Religious symbol
on senators door
nets complaint
Sen. David Matsuura's Christian
By Mary Adamski
fish symbol belongs in his
'private space,' a
group says
Star-BulletinA state senator's decision to attach a Christian symbol to his office door at the state Capitol has brought a complaint and threat of a lawsuit by Hawaii Citizens for Separation of State and Church.
The organization planned a news conference this morning outside the office of Sen. David Matsuura (D, South Hilo, Puna) to point out the offending brass decoration, a simple outline of a fish, a traditional and widely used Christian symbol.
"By placing his symbol outside the public office, and in the Capitol corridor, he is putting a religious symbol on public display," said the group's president, Mitchell Kahle. "We are opposed to what he has decided to do, advertise his religion.
"We are not opposed to any official keeping anything on his desk that is an expression of his beliefs. I am sure there are religious symbols in a number of private offices. All he has to do is put it in his personal, private space," said Kahle.

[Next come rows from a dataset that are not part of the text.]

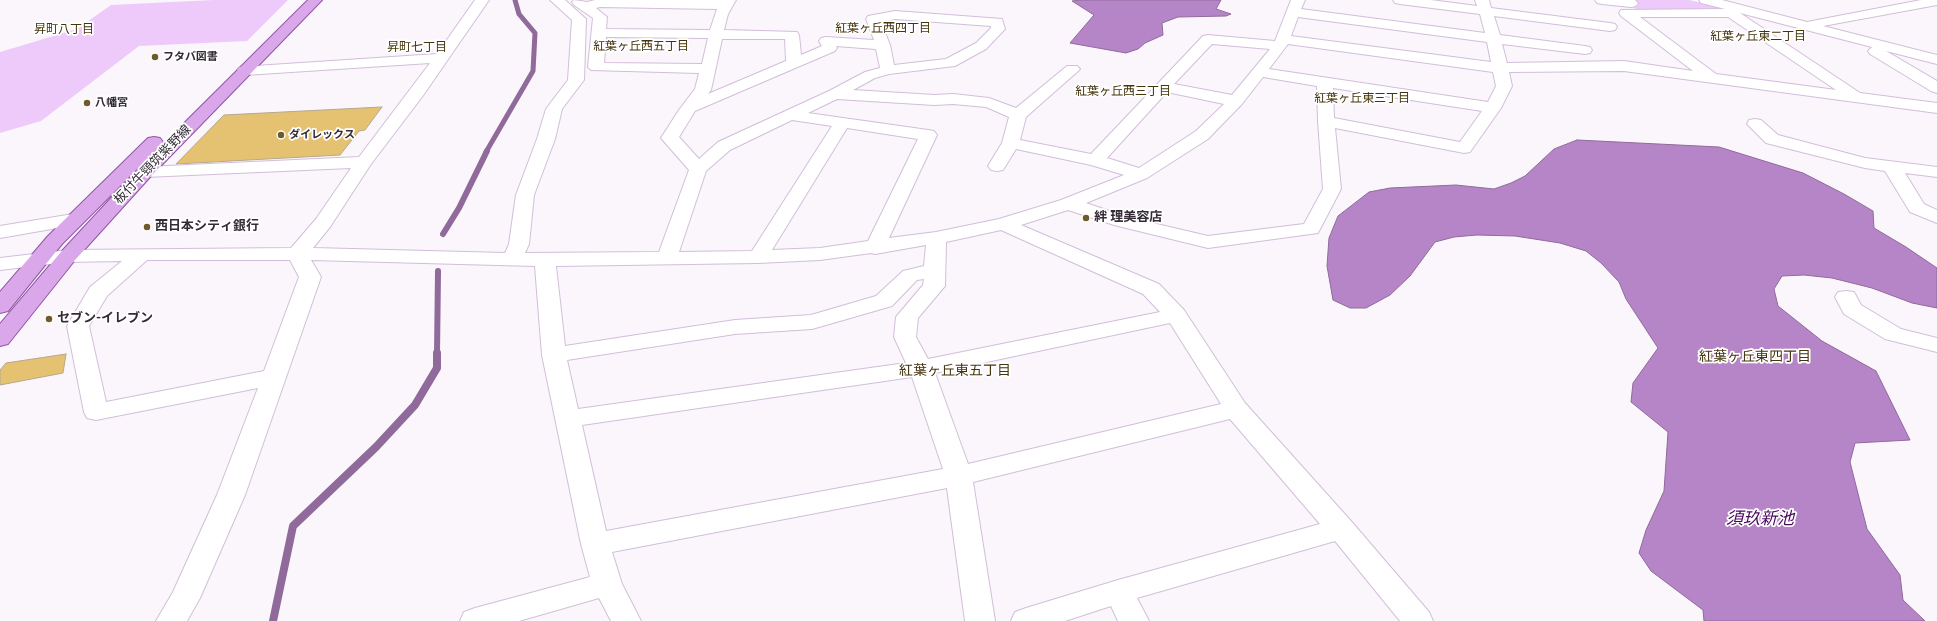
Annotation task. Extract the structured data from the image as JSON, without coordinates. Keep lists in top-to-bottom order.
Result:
{
  "streets": {
    "main road": ["板付牛頸筑紫野線"]
  },
  "districts": [
    "紅葉ヶ丘西四丁目",
    "昇町八丁目",
    "紅葉ヶ丘東二丁目",
    "紅葉ヶ丘西五丁目",
    "昇町七丁目",
    "紅葉ヶ丘西三丁目",
    "紅葉ヶ丘東三丁目",
    "紅葉ヶ丘東四丁目",
    "紅葉ヶ丘東五丁目"
  ],
  "water": ["須玖新池"],
  "places": [
    "フタバ図書",
    "八幡宮",
    "ダイレックス",
    "絆 理美容店",
    "西日本シティ銀行",
    "セブン-イレブン"
  ]
}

Kahle's organization was instrumental in forcing the military to remove a cross from the Camp Smith hillside, saying it violated the First Amendment principle of separation.
Matsuura did not respond to requests for comment. But in a Feb. 26 letter to Senate President Norman Mizuguchi, Matsuura asked that "the state and the attorney general's office stand down and let me handle this unfortunate situation. This is a battle I choose to fight on my own terms based on my freedom of choice and my steadfast beliefs."

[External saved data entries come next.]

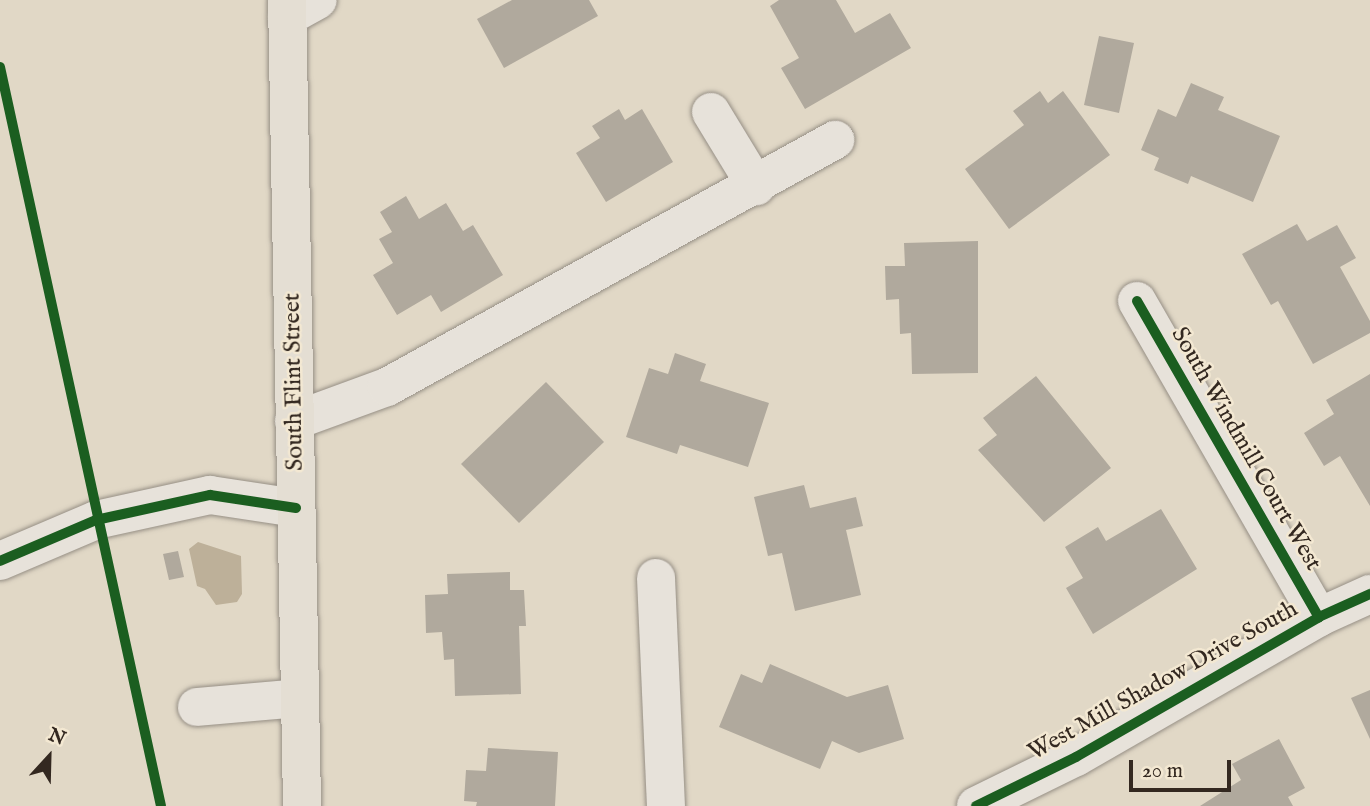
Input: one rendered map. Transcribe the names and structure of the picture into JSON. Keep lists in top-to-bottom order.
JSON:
{
  "streets": {
    "main road": ["South Flint Street"],
    "street": ["South Windmill Court West", "West Mill Shadow Drive South"]
  },
  "crossings": [
    ["South Windmill Court West", "West Mill Shadow Drive South"]
  ],
  "scale_bar": "20 m",
  "north": "top"
}
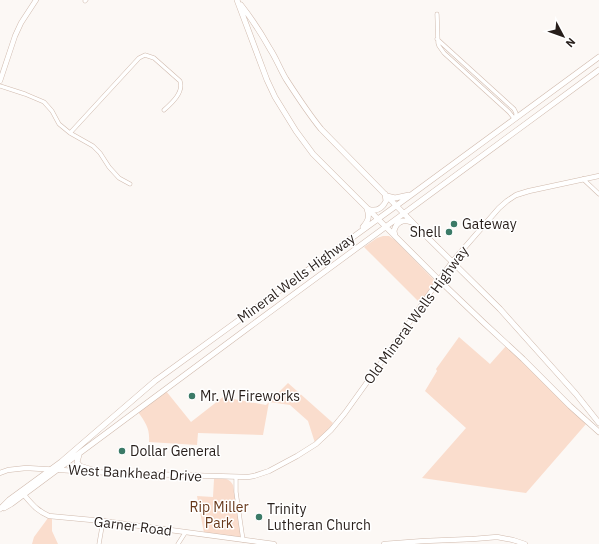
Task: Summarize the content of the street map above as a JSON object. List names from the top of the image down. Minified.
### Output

Hawaii Citizens for Separation of State and Church also complained about another senator for using state facilities to promote his own prayer breakfast for lawmakers.
Kahle said Sen. Norman Sakamoto (D, Moanalua-Salt Lake) violated the constitutional separation of government and religion by using state computers and printers to produce invitations to the Christian-oriented event and by having a state-paid employee in his office take reservation calls.

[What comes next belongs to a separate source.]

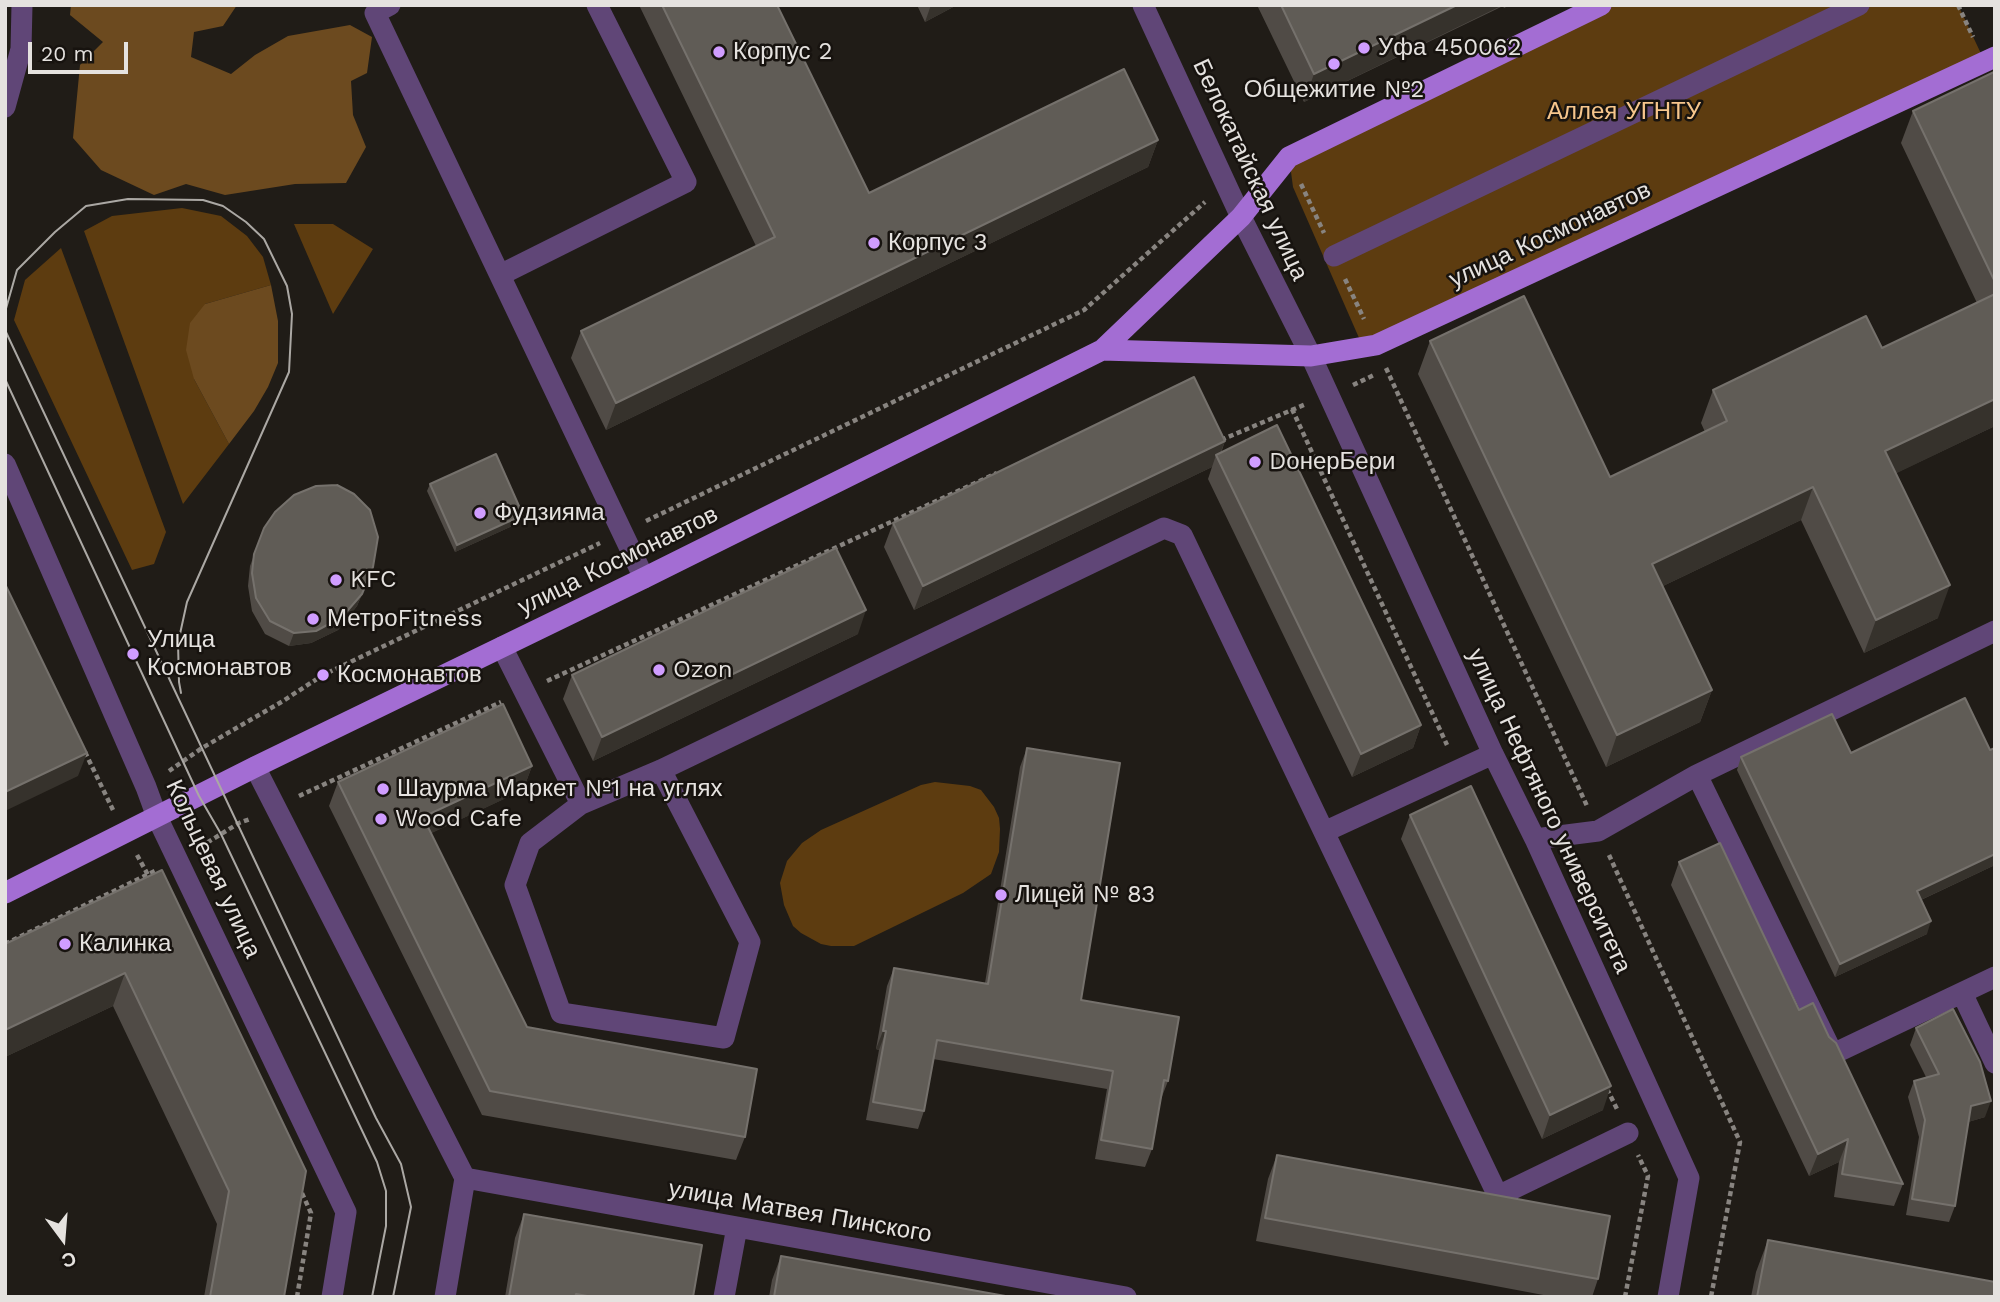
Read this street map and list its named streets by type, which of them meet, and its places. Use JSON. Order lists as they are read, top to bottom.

The breakfast was scheduled to go on at 8 a.m. today in a Senate conference room.
"I'm not the type to be confrontational, so I said I will have the RSVP go to my home phone," Sakamoto said. "When I sent an invitation, it was on plain paper, and the RSVP was to my secretary here at a state phone number."
"I periodically invite some friends from the Senate and the House and some others to have fruit and doughnuts and pray together," he said. "I don't believe separation of church and state means what Mitch (Kahle) seems to imply it means."